Aisles of Smiles
A Guide to Local Ethnic Markets And Their Piquant Delights
By Diane Weintraub Pohl
Photography by John Fortunato
Within our Costco-dominated culture, a polyglot tribe of small, exotic groceries thrives in storefronts and strip malls throughout the county. To enter is to experience a sensory assault of foreign sights and smells, a globe’s-worth of culinary traditions for sale in bins and jars. From Japanese yam flour to Iranian rosewater, here’s a tantalizing tour of the ethnic bazaar right around the corner.
The Greek Aisles
I always assumed that feta was endemic to
You’ll find them all on the shelves here, the largest selections of items being Greek, Israeli, and Bulgarian. One entire aisle is devoted to dried fruits and nuts, aligned in plastic bins like by-the-pound candy in a multiplex. There are apricots and dates, of course, but also carob pods, mulberries, and roasted Israeli watermelon seeds. “We roast the almonds ourselves,” declares manager Armen Benlian proudly. She offers me a handful to try, and they are smoky and intense. We walk and she narrates. Roasted Israeli sunflower seeds: “Israelis snack on them like popcorn. Baseball players eat them, too.” Roasted chickpeas (also called “chichis”): “Very popular with Greeks, Armenians, and Italians.” Greek honey: “Once you taste it, you’ll never want any other type.”
Freezers hold Greek phyllo specialties like cheese-and-spinach-filled spanakopita, and Armenian thin crust beef pizzas called lahmajune. There are shelves full of canned fish and jars of preserves and spreads. If you can resist three flavors of fresh halvah, go for Armen’s mother’s homemade baklava. And then there’s her Damascus rose petal preserve, from flowers grown in the family garden. Poured over Greek yogurt, drizzled with pistachios, it’s a mound of Aegean heaven.
»Yaranush
322 Central Ave., White Plains
(914) 682-8449
Maki, Mirin, and More
Thirty years ago, the odds of finding an American in Meidi-Ya market were about the same as finding one who knew tamago from toro. Today, reports Tokyo-born owner Shizue Ozao, they number about 30 percent of her clientele. And they not only know their toro but their maki, ramen, and mirin, too.

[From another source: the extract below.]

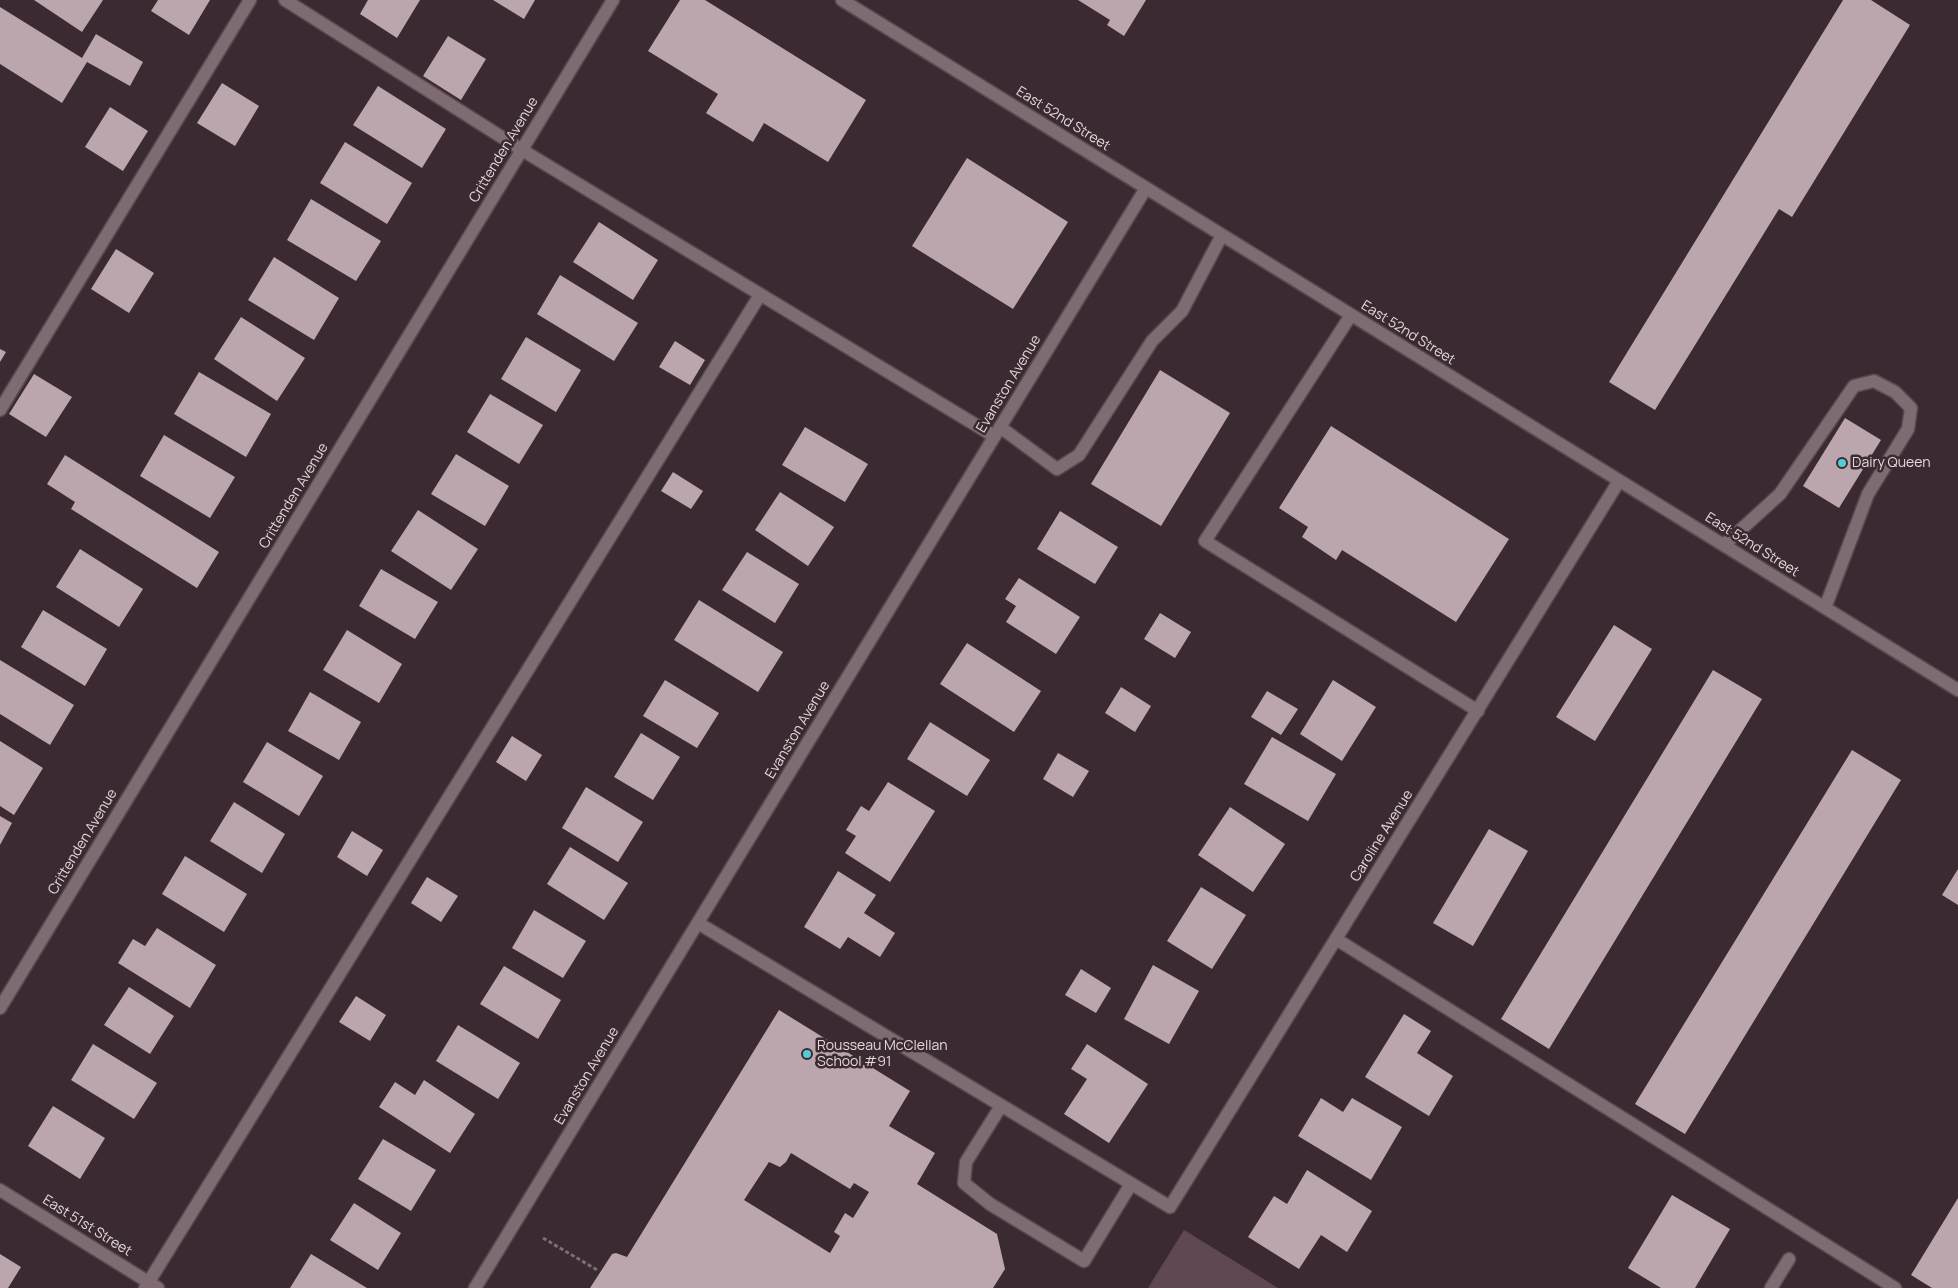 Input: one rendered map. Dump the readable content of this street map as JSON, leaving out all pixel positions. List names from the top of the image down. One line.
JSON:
{"streets":{"street":["East 52nd Street","Crittenden Avenue","Evanston Avenue","Caroline Avenue","East 51st Street"]},"crossings":[["East 52nd Street","Evanston Avenue"],["East 52nd Street","Caroline Avenue"]],"places":["Dairy Queen","Rousseau McClellan School #91"]}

Her bright, immaculate store carries all of those, in myriad brands and guises. There are nine types of rice alone: brown rice, short-grain sushi rice, sweet rice for pillowy cakes filled with bean paste for a snack or dessert. Shelves hold more soy sauces and rice vinegars than there are steps to Buddhist enlightenment, and there are vegetables, seaweed, soybeans, and roots in all manner of pickling, fermentation, and seasoning. Those white krill-like slivers soaking in cloudy liquid? Just yam flour in seaweed-scented water. “Good with a meal of meat and rice,” beams Ozao. Those green corrugated missiles in the produce aisle? Bitter melon, she tells me, a vegetable eaten cooked, never raw. “It’s really Chinese,” she confides, “but popular now in Japan.”

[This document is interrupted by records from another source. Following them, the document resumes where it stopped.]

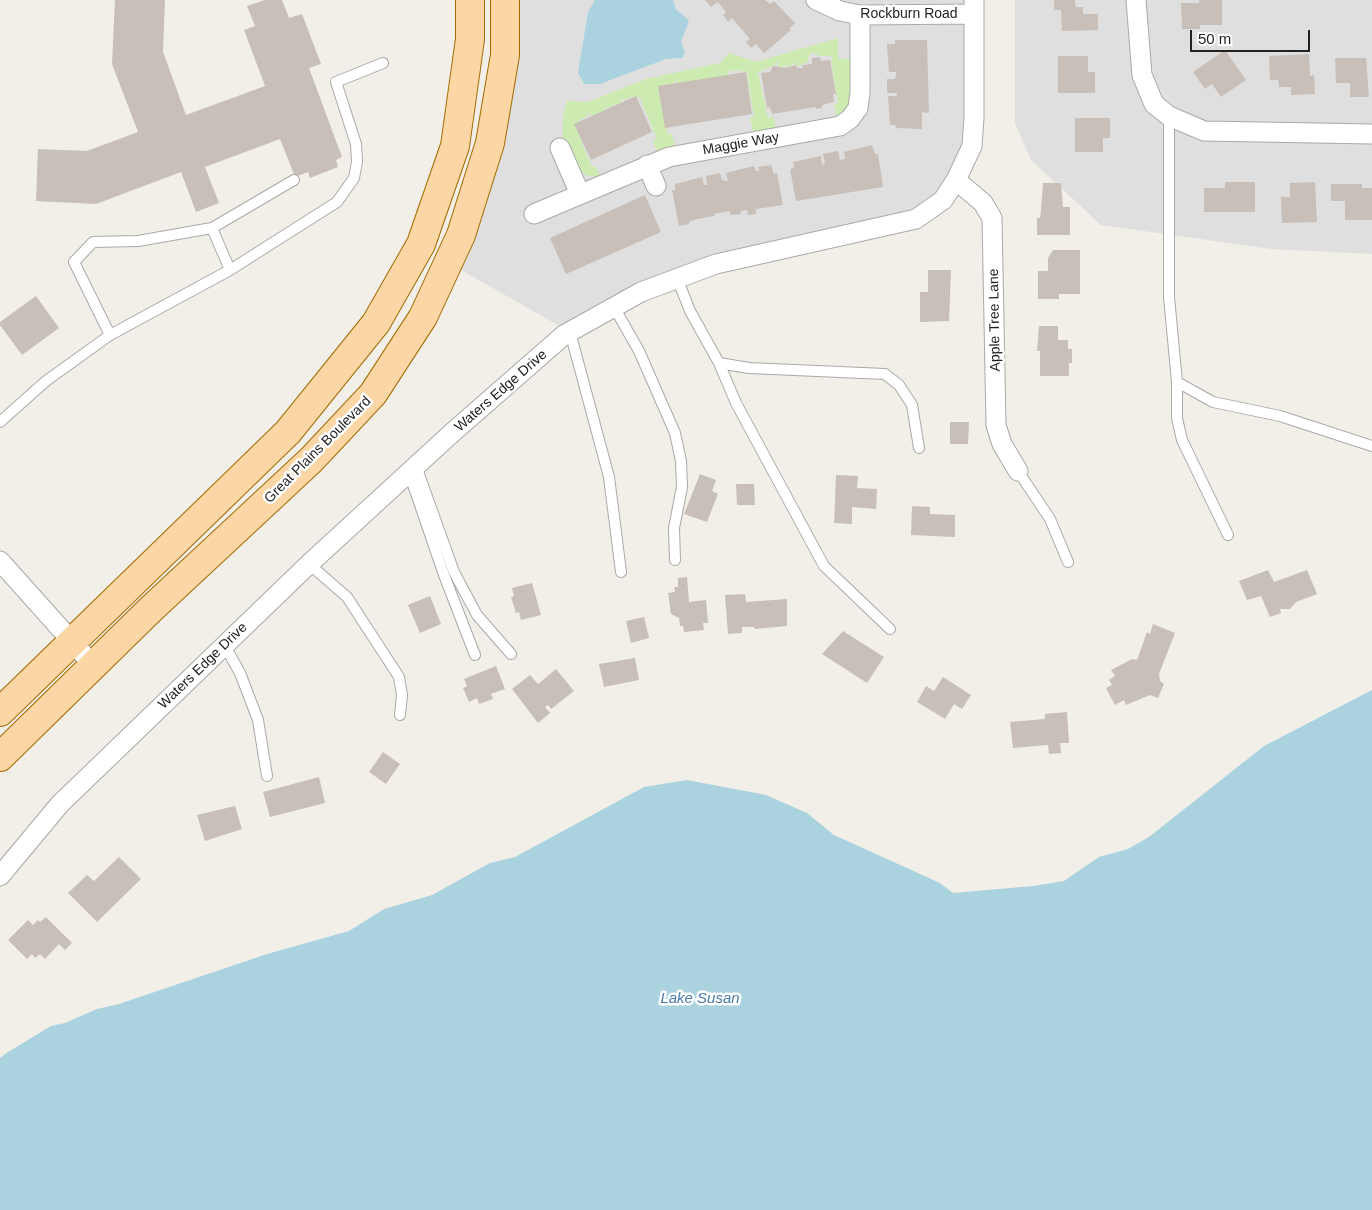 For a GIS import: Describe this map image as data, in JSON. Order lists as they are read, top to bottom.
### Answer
{
  "streets": {
    "main road": ["Great Plains Boulevard"],
    "street": [
      "Rockburn Road",
      "Maggie Way",
      "Apple Tree Lane",
      "Waters Edge Drive"
    ]
  },
  "crossings": [
    ["Rockburn Road", "Maggie Way"],
    ["Rockburn Road", "Waters Edge Drive"],
    ["Apple Tree Lane", "Waters Edge Drive"]
  ],
  "water": ["Lake Susan"],
  "scale_bar": "50 m"
}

Meidi-Ya has maki packaged to go for your sushi fix, and octopus, squid, and hamachi for your dinner. There are tilefish heads—great for soup, Ozao says—and frozen desserts from soybean flour. Don’t go looking for Yu-Gi-Oh cards, though. “They’re not popular anymore,” Ozao says, shrugging.
»Meidi-Ya
18 N. Central Ave., Hartsdale
(914) 949-2178
Plentiful Pan-Asian
Descend into the White Plains Mall’s subterranean lair, between the Department of Motor Vehicles and the discount beauty suppliers, and you’ll come upon it like a buried culinary treasure: Kam Sen market. “Westchester’s largest Asian supermarket,” boasts the signage at its entrance. “Over 30,000 items.”

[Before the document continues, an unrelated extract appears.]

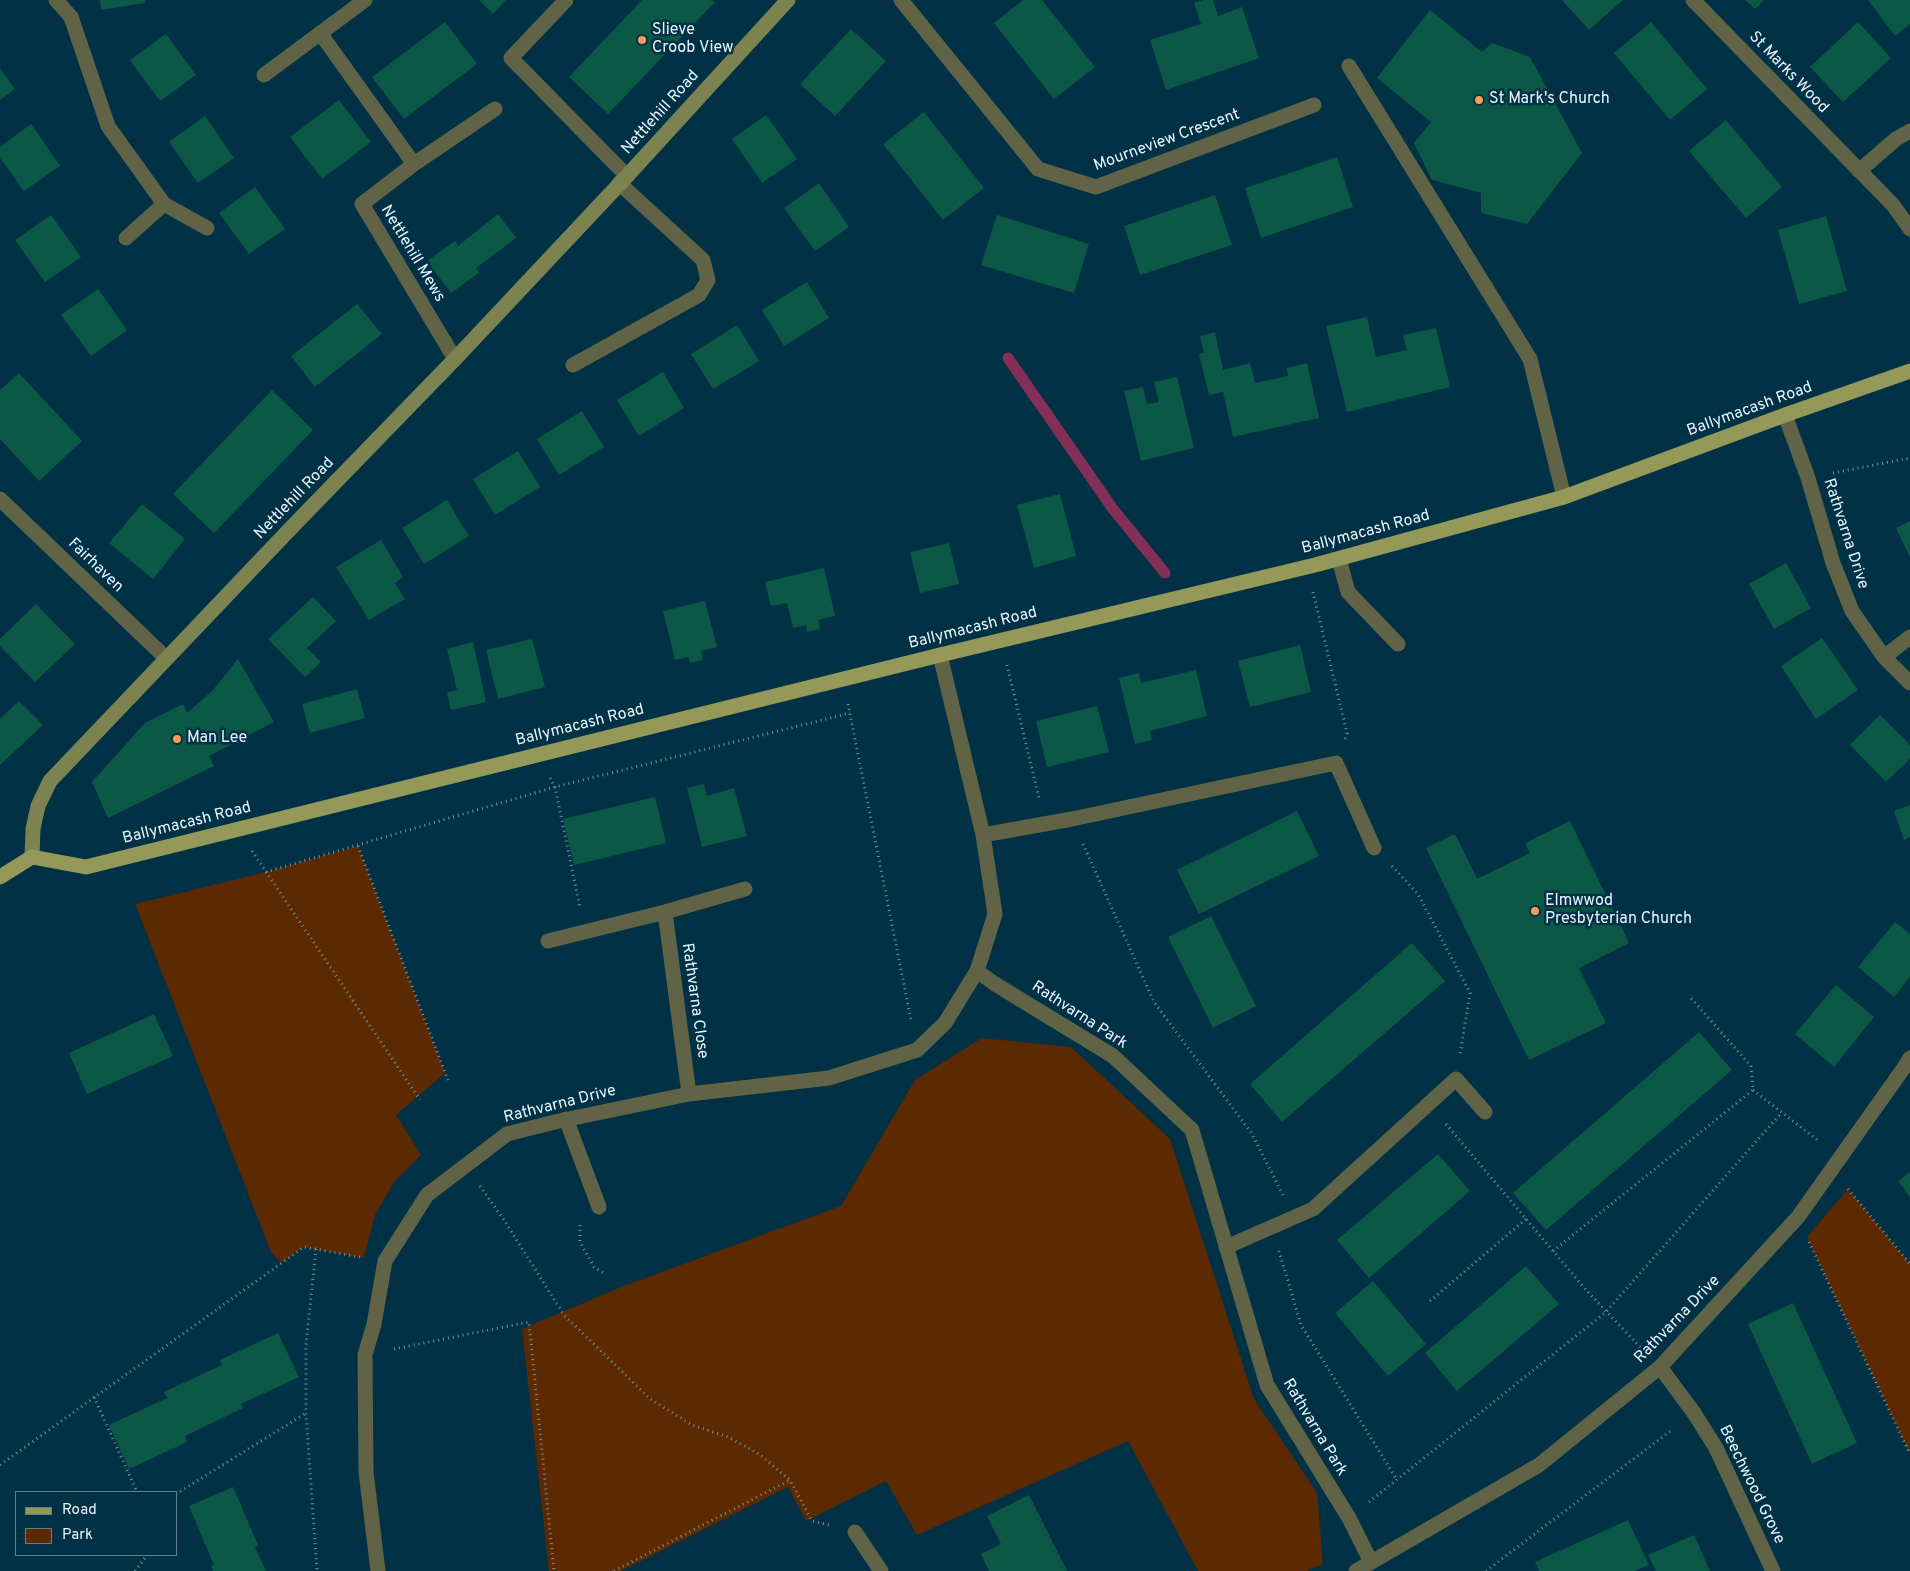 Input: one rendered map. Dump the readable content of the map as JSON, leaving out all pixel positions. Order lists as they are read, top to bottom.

But peering in, I’m skeptical. I would have thought there’d be more. Beyond the tables where you can grab a sushi or stir-fried lunch from the take-out kitchens, the market sprawls like a pan-Asian Whole Foods. Here, though, the organic and free-range give way to the resourceful and prudent. There are marinated duck feet and pork tongue in the Chinese prepared-foods section. Dried seaweed and kelp in the Japanese section. Snacks of dried anchovies with peanuts. And in the frozen-foods case, banana leaves and cuttlefish balls are wallflowers next to duck tongues and pork uterui (yes, as in uterus).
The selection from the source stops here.